Jessie Buckley and Josh O’Connor as the titular horny teens. Photo: PBS In an interview with the Folger Shakespeare Library about his film adaptation of Romeo and Juliet, the director Simon Godwin described the tragedy as a “plague play.” A plague play? I checked the title. Was he still talking about Shakespeare’s horniest teen tragedy? Stabbings and poison are the main dangers in Shakespeare’s story, and the star-crossed Veronese only wear masks when they’re going to a masquerade.

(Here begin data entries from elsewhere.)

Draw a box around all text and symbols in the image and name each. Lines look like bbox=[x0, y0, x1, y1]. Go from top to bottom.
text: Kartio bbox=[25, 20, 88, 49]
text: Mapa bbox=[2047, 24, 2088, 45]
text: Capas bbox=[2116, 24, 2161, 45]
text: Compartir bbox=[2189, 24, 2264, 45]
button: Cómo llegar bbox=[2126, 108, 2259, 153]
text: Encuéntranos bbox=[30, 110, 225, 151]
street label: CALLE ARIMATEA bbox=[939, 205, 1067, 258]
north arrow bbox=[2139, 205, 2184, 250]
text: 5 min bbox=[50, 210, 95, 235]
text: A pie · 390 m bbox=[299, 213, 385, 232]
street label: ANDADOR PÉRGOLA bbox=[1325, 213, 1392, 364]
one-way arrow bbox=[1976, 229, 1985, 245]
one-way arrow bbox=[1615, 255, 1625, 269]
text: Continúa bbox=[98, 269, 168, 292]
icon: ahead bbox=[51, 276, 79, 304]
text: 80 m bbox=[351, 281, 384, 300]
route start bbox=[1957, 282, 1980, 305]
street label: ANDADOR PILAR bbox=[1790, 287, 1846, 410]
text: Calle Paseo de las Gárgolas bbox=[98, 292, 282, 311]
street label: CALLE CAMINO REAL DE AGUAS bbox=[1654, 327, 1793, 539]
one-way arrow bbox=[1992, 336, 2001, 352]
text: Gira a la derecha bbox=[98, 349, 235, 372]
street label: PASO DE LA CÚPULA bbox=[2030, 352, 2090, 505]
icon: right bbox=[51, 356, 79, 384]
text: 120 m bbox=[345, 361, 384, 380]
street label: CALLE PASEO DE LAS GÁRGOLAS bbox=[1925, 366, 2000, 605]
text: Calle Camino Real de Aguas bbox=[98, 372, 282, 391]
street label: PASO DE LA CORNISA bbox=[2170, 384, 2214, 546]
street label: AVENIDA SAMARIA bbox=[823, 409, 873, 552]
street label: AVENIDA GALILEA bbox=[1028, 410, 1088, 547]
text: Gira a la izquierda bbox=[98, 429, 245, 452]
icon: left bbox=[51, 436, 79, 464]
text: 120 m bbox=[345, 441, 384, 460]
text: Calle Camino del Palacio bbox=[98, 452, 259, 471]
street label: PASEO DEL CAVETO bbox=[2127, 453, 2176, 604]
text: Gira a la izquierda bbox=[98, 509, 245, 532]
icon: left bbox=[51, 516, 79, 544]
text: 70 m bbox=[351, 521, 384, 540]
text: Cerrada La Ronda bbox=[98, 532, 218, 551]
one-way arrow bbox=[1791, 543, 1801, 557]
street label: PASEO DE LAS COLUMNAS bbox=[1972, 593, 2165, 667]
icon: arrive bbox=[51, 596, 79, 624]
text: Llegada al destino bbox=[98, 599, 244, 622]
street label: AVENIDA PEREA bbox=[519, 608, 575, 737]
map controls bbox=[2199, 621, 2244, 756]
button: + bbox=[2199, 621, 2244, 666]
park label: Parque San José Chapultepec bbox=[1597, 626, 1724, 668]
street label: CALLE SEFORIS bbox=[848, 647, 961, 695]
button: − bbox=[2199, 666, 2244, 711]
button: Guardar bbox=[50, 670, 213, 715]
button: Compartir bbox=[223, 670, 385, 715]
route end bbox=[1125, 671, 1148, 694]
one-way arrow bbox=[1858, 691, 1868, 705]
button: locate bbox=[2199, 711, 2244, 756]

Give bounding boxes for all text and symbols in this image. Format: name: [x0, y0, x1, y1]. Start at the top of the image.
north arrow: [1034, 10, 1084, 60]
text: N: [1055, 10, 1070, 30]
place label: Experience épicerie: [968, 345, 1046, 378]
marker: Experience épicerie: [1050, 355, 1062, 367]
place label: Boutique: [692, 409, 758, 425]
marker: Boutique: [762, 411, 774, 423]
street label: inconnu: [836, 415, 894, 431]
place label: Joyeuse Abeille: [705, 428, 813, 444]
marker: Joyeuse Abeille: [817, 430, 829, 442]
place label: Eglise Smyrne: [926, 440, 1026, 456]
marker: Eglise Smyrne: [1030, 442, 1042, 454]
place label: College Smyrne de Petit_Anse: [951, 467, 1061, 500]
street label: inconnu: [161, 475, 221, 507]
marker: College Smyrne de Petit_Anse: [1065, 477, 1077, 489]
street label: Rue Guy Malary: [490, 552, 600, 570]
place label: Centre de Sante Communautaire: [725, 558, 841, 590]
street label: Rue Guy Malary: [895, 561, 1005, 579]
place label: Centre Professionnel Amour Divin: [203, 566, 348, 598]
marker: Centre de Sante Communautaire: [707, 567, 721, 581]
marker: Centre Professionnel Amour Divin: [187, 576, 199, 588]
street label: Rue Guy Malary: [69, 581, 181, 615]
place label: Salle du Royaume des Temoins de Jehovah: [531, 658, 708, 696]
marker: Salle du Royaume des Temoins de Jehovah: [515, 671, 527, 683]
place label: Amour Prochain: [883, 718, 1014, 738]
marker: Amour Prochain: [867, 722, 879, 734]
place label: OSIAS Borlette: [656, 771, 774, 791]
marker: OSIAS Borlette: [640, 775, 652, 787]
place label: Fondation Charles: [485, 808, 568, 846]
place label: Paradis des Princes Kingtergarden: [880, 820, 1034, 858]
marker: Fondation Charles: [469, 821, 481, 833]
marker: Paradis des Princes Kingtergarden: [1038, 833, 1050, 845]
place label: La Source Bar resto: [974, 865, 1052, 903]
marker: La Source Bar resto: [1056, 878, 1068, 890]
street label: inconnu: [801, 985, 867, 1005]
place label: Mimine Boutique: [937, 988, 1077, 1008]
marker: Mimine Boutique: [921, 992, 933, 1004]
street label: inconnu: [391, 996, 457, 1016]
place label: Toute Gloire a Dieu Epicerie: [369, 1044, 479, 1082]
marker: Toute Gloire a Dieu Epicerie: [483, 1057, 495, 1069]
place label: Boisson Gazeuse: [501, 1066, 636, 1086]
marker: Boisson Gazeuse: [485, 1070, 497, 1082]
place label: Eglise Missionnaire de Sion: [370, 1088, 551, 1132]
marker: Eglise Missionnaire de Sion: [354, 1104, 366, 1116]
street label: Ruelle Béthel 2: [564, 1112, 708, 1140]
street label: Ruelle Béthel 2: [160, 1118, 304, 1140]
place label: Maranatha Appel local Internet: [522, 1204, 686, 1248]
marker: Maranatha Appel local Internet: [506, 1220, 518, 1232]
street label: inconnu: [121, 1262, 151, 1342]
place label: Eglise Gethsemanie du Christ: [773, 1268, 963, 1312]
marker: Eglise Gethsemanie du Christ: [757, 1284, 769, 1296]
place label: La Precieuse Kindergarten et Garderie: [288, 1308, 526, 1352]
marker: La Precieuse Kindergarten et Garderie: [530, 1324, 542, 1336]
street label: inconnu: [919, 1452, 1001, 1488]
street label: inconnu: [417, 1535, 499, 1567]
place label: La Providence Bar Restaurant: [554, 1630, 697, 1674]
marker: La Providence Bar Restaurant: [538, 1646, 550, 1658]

First, though, the film starts with the full cast, 14 people in rehearsal clothes, sitting together on the prop-strewn stage. They are getting ready, and they soon launch into a dry run of the show’s first fight scene. As a few men mark the swordplay with wooden batons, the other cast members look on placidly. Suddenly, an actor takes an unplanned swing, pulls a real knife, and the ensemble erupts — “Hey! Hey!” they cry, swarming forward to pull the two quarreling performers apart.
You’d think a pared-down script of such a well-known play would be a highlights reel, a page from Bartlett’s Familiar Quotations. But Godwin and his adapter, Emily Burns, take their razor to the most recognizable lines: Almost every couplet is out , and light no longer breaks soft through yonder window. The naughty Nurse and Mercutio don’t make the dirty jokes that your English teacher had to explain — their puns are all cut. The show is thus emotionally familiar but textually surprising.